WORK TO COMPLETE :: Within the records below, find each line that holds the string "fillStyle", then copy it.

GIVEN DATA ::

⁂

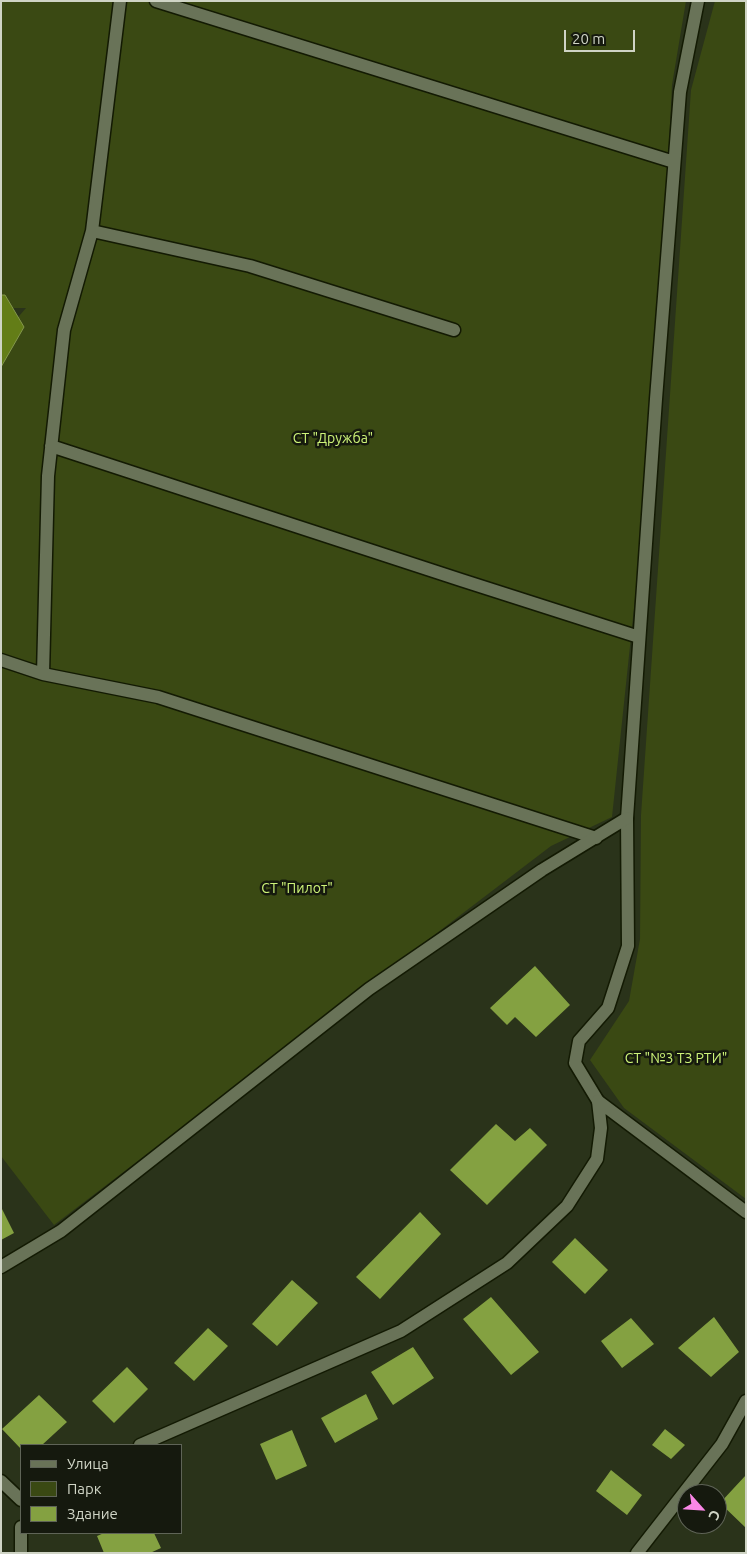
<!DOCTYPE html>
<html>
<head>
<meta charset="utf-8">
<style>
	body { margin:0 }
	#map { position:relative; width:747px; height:1554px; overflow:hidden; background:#2a331a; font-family:Ubuntu,sans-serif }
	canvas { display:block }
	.frame { position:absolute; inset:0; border:2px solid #cfd4c5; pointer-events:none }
	.legend { position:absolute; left:20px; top:1444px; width:162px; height:90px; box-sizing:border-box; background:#15190e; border:1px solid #5f6457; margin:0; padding:6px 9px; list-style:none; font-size:15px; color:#cfd4c5 }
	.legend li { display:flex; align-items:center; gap:10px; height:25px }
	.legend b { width:25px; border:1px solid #5f6457 }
	.north { position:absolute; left:677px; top:1484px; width:50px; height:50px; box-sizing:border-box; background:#15190e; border:1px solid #5f6457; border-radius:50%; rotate:116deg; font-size:14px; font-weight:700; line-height:20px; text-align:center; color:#cfd4c5 }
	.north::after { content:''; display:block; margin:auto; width:18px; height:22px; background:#fa87e7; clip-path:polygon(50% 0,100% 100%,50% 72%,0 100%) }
	.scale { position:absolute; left:564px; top:30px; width:71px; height:22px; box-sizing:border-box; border:2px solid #cfd4c5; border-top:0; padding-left:6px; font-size:15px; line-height:18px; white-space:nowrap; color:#cfd4c5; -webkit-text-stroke:4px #15190e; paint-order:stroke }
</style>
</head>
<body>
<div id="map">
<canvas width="747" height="1554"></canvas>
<div class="frame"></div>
<ul class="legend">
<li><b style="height:6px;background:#697358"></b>Улица</li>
<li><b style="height:14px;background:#3a4913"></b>Парк</li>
<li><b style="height:14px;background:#84a141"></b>Здание</li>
</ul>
<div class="north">С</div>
<div class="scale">20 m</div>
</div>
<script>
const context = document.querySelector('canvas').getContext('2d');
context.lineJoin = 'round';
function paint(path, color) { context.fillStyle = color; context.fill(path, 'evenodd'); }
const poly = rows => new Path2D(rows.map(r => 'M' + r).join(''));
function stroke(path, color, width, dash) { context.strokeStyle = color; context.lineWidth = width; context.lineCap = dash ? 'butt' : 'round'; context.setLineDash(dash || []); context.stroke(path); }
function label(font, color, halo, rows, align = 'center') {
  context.font = font + ' Ubuntu,sans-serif'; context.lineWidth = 5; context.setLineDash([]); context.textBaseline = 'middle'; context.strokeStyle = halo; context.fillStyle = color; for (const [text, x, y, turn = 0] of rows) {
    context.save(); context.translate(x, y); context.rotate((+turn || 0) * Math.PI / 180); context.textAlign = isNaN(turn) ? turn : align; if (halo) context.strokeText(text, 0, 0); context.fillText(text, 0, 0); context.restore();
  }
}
const green = poly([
	[1,1,686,1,672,85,656,399,612,817,551,846,54,1225,1,1156,1,337,26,308,1,308],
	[715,1,746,1,746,1199,624,1108,590,1060,629,1001,640,939,641,815,691,90]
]);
const water = poly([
	[1,295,5,295,24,327,1,367,1,295]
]);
const building = poly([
	[535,966,570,1005,536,1037,515,1017,507,1025,490,1008],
	[496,1124,515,1141,530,1128,547,1145,487,1205,450,1170],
	[1,1207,14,1233,1,1240],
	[420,1212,441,1234,380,1299,356,1277],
	[575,1238,608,1270,585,1294,552,1262],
	[292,1280,318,1303,277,1346,252,1324],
	[491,1297,539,1352,511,1375,463,1319],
	[714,1317,739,1352,711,1377,678,1348],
	[631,1318,654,1344,622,1368,601,1341],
	[208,1328,228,1346,194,1381,174,1363],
	[413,1347,434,1378,393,1405,371,1372],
	[127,1367,148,1389,114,1423,92,1401],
	[366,1394,378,1419,335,1443,321,1418],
	[39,1395,67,1422,42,1445,21,1445,21,1449,2,1429],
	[665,1429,685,1445,671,1459,652,1445],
	[292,1430,307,1466,276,1480,260,1444],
	[611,1470,642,1495,627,1515,596,1491],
	[746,1475,746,1528,720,1503],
	[104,1533,154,1533,161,1548,150,1553,104,1553,97,1536]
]);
const lane = poly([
	[120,1,92,231,64,330,48,476,43,674,158,697,596,838],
	[156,1,674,162],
	[92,231,250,266,454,330],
	[51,446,461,580,639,637],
	[1,660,43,674],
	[598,1101,575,1063,579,1041,608,1008,628,946,627,818,656,399,680,92,698,1]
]);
const street = poly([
	[598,1101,746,1212],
	[1,1267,61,1231,369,989,542,870,627,818],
	[140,1445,401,1331,507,1263,567,1206,597,1159,601,1128,598,1101],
	[1,1481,21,1500],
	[21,1553,21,1527],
	[637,1553,722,1444,746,1401]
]);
const parkNames = [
	["СТ \"Дружба\"",333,438],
	["СТ \"Пилот\"",297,888],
	["СТ \"№3 ТЗ РТИ\"",676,1058]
];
paint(green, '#3a4913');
paint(water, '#637d17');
stroke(water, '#83974b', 1);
paint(building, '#84a141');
stroke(lane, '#131a03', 15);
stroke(street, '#131a03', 15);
stroke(lane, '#697358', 12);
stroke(street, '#697358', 12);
label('14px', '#cef479', '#15190e', parkNames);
</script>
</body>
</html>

⁂

RESPONSE ::
function paint(path, color) { context.fillStyle = color; context.fill(path, 'evenodd'); }
  context.font = font + ' Ubuntu,sans-serif'; context.lineWidth = 5; context.setLineDash([]); context.textBaseline = 'middle'; context.strokeStyle = halo; context.fillStyle = color; for (const [text, x, y, turn = 0] of rows) {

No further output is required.